--- Task instructions ---
Read the records below. Copy each line where the string "positions" occurs.

--- Data extract ---
Start of Block
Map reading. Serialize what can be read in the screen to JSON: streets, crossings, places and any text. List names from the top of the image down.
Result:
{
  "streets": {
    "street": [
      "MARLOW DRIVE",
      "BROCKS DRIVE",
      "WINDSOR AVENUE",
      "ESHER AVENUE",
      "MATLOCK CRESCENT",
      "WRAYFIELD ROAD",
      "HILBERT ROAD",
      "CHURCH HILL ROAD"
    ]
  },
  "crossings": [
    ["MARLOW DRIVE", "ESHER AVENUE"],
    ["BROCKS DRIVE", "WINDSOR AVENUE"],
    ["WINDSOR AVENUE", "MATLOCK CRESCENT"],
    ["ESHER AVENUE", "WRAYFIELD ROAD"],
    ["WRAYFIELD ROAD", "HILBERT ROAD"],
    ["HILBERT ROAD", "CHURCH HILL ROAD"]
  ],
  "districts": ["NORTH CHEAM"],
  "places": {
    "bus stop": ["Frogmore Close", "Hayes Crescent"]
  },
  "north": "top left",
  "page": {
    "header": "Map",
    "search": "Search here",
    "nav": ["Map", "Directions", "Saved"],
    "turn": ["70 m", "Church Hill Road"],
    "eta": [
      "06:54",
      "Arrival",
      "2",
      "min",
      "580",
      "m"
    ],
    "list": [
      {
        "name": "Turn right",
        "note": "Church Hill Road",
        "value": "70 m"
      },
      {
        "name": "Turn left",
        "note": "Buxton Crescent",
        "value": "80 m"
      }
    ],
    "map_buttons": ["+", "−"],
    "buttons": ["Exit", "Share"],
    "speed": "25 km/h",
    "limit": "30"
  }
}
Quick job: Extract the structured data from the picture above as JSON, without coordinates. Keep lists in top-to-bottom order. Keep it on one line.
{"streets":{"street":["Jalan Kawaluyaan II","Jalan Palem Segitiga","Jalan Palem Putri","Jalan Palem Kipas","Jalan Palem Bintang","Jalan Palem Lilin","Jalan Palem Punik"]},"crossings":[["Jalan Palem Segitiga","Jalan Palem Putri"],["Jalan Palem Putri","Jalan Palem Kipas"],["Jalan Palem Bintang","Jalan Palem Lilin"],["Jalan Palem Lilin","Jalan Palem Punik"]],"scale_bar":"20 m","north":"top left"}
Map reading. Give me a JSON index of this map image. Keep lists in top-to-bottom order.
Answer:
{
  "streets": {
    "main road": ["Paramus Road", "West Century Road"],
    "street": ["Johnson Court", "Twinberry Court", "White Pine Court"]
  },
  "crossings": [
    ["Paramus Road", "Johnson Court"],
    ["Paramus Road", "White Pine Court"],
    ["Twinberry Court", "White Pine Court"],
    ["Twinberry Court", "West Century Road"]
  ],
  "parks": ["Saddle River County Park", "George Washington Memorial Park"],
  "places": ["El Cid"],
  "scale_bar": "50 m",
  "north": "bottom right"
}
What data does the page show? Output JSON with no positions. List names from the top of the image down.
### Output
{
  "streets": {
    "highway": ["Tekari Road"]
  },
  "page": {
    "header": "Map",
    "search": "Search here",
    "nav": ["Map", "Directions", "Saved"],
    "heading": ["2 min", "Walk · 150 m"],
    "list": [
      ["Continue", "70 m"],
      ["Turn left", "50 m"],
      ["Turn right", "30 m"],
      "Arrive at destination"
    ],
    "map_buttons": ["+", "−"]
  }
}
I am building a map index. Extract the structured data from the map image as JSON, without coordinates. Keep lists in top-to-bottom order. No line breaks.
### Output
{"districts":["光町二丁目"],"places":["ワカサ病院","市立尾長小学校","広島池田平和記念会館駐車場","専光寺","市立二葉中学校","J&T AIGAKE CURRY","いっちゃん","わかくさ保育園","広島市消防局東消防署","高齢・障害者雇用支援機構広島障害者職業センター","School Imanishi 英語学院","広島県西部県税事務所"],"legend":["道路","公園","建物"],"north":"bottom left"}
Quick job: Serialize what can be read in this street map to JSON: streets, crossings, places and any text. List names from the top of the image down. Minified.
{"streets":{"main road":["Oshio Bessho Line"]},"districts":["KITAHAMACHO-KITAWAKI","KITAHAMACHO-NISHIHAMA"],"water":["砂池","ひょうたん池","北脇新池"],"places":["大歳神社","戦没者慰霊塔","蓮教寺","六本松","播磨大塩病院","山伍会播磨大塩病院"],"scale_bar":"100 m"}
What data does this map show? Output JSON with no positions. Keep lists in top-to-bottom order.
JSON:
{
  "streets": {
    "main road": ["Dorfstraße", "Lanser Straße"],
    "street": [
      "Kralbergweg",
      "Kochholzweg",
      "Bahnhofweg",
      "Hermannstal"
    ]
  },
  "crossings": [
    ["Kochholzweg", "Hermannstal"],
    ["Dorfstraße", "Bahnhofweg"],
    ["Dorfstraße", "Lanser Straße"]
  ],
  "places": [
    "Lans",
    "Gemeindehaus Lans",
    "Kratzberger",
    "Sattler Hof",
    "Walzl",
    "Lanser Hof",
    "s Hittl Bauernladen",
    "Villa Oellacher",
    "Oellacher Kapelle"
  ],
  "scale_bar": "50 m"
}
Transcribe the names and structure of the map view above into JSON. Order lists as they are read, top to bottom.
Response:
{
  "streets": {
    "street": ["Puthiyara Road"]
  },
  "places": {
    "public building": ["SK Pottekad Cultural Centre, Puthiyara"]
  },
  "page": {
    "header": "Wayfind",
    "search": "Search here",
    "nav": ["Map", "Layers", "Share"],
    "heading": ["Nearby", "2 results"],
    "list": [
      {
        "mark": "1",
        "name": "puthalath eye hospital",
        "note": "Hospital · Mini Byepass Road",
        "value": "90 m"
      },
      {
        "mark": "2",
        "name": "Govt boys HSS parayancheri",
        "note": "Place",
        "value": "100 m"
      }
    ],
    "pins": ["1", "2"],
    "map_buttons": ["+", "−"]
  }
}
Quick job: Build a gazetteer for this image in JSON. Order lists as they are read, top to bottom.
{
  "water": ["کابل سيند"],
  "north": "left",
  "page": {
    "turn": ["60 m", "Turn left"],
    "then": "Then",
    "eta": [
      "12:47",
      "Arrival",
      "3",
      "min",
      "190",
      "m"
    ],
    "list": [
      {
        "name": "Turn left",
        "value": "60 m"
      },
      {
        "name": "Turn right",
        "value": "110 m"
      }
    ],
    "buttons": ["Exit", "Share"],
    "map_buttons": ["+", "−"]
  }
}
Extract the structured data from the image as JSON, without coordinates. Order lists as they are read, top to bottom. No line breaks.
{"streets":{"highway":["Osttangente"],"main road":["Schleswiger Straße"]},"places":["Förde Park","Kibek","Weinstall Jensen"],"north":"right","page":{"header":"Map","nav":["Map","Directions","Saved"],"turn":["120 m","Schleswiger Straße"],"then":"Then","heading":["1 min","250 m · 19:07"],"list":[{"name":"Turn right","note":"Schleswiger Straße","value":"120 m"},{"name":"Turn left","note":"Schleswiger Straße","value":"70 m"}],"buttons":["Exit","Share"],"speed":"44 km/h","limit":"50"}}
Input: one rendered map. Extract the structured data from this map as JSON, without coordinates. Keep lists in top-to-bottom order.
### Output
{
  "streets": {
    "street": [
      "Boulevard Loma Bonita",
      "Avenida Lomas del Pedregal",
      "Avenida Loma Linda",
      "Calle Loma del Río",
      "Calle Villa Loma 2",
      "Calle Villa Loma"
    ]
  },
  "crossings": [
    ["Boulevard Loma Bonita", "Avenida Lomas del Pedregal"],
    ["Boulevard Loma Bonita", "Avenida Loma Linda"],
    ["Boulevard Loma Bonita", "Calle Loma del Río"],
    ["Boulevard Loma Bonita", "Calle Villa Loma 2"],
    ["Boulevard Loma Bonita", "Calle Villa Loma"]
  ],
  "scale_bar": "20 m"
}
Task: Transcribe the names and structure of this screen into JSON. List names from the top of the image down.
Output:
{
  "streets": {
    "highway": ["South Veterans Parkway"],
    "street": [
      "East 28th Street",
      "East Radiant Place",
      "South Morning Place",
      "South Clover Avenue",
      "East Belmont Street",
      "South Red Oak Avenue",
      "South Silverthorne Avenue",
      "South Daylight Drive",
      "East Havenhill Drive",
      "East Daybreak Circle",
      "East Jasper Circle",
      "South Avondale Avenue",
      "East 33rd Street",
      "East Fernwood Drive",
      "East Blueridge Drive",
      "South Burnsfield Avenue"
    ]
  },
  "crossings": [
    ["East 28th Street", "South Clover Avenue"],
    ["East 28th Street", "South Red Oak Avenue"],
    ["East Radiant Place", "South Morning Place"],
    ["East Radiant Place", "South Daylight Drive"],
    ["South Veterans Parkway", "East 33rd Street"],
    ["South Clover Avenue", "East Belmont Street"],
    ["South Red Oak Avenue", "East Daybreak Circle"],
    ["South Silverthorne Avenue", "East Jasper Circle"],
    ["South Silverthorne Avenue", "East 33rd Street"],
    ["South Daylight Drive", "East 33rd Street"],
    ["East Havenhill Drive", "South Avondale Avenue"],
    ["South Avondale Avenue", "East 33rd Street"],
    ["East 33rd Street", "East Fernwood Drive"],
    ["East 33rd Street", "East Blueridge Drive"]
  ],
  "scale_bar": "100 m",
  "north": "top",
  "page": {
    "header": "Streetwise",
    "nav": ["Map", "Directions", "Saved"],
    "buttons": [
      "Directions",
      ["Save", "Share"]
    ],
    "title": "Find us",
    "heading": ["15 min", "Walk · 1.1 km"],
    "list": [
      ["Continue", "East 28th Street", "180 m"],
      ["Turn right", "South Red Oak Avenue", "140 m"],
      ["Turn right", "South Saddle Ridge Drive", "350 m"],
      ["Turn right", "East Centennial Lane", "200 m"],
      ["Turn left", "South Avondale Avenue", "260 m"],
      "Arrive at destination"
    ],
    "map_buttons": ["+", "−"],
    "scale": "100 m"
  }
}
End of Block
--- Exercise response ---
What data does the page show? Output JSON with no positions. List names from the top of the image down.
What data does this map show? Output JSON with no positions. Keep lists in top-to-bottom order.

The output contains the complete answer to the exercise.